『イタリア発 大矢アキオの今日もクルマでアンディアーモ!』第34回 月面着陸と舞い降り、散った夢──LMXシレックス
イタリア・シエナ在住の人気コラムニスト、大矢アキオがヨーロッパのクルマ事情についてアレコレ語る人気連載。第34回はイタリアで誕生し、新規参入に挑んだ「LMX」という自動車ブランドについて。
ドリームチーム
最近でこそ電動化トレンドにともない、さまざまな新ブランドが誕生している自動車産業だが、長年にわたり新規参入が困難な業界といわれてきた。
そうしたなか1960年代末、イタリアで果敢に新規参入に挑んだブランドがあった。その名を「LMX」という。北部ロンバルディア地方出身の企業家ジャンニ・マンデッリと、フランス・ボルドー生まれで樹脂製ボディ製作会社「リマプラス」を率いていた技術者ミシェル・リプランディが共同で設立した企業であった。
LMXの名称は、Linea Moderna eXecutiveの意味であると同時に、Liprandi-Mandelli双方のイニシャル(LM)を込めたものだった。
彼らが設立した「LMXアウトモービレ」社はミラノ中心部に本拠を置いたが、開発の舞台はトリノを選んだ。
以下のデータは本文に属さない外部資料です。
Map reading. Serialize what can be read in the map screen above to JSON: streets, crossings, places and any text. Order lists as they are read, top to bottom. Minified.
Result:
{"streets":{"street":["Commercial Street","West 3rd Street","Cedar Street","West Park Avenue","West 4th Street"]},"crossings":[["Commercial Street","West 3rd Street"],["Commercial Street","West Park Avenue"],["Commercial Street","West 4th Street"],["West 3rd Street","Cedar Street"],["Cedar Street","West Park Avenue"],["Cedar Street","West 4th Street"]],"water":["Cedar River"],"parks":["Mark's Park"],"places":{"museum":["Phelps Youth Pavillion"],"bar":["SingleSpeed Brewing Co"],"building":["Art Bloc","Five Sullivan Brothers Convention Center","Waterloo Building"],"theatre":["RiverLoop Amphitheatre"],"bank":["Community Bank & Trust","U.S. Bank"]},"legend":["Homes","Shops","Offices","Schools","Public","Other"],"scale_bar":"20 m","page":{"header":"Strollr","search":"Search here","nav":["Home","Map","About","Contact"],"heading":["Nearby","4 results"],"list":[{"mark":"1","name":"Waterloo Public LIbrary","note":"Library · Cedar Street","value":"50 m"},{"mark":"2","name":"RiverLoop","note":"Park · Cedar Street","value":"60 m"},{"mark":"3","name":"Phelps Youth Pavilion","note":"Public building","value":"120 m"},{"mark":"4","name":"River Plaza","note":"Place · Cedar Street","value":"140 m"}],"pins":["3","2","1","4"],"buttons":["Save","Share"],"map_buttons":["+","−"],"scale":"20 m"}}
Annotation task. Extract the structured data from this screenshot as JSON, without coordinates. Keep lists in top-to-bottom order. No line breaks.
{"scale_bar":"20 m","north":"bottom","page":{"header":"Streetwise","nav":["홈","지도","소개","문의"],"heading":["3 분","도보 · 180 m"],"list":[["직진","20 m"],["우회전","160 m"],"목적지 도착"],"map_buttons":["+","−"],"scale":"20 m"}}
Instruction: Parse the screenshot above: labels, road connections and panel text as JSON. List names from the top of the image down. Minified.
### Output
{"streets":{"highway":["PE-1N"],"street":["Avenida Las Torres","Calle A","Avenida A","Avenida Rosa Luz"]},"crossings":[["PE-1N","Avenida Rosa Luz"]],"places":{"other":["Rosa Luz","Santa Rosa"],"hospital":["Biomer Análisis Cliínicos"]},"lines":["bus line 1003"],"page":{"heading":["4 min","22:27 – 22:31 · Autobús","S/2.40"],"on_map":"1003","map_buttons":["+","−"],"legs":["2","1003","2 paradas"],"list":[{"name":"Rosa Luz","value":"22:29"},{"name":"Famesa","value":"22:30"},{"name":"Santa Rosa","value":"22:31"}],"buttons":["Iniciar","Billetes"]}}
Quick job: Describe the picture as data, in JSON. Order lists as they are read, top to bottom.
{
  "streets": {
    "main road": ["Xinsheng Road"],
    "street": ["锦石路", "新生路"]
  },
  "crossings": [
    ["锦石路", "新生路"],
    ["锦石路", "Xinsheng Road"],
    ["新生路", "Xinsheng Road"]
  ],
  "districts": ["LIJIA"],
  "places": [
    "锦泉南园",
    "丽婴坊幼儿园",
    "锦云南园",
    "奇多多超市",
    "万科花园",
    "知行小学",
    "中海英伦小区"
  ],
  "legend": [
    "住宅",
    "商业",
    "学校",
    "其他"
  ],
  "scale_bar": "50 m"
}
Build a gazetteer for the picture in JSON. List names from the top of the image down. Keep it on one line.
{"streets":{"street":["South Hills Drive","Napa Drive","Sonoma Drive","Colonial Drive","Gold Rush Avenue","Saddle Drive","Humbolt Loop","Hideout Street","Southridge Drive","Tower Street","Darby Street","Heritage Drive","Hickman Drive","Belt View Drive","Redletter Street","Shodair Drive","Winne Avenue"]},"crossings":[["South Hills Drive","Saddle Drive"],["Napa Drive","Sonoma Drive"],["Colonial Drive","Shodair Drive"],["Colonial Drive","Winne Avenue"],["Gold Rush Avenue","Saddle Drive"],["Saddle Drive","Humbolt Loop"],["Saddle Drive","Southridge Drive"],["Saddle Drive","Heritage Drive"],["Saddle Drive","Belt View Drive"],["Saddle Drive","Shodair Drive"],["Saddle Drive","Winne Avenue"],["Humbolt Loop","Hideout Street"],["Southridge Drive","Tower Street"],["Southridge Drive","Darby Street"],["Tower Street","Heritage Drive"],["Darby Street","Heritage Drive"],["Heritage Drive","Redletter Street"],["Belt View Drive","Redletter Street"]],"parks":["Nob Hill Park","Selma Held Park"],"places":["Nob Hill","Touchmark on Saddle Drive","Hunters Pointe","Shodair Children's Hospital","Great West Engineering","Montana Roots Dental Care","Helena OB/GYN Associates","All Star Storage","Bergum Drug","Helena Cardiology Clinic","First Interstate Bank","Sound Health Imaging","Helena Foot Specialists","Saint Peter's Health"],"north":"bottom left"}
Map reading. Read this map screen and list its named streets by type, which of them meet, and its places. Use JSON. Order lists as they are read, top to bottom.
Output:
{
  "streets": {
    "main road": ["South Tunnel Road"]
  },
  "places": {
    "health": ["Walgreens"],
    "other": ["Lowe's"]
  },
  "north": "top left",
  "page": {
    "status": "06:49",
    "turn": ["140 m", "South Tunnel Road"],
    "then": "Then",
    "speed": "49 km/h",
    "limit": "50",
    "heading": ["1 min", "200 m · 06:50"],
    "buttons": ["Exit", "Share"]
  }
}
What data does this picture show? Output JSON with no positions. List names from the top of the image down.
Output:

同地には自動車生産の関連会社が集中しており、世界最高水準の品質を誇る工房やデザインスタジオ、デザイナーが数多くいた。そうした好環境を余すことなく活用したのだった。
X型バックボーン・フレームのシャシー設計は、フェラーリで名を馳せたエンジニア、ジョアキーノ・コロンボが担当。それをリプランディが改良した。重量は僅か74キログラムであった。
2シーターのボディはグラスファイバー製で、デザイナーには「アルファ・ロメオ33ストラダーレ」を手掛けたことで知られる鬼才フランコ・スカリオーネが起用された。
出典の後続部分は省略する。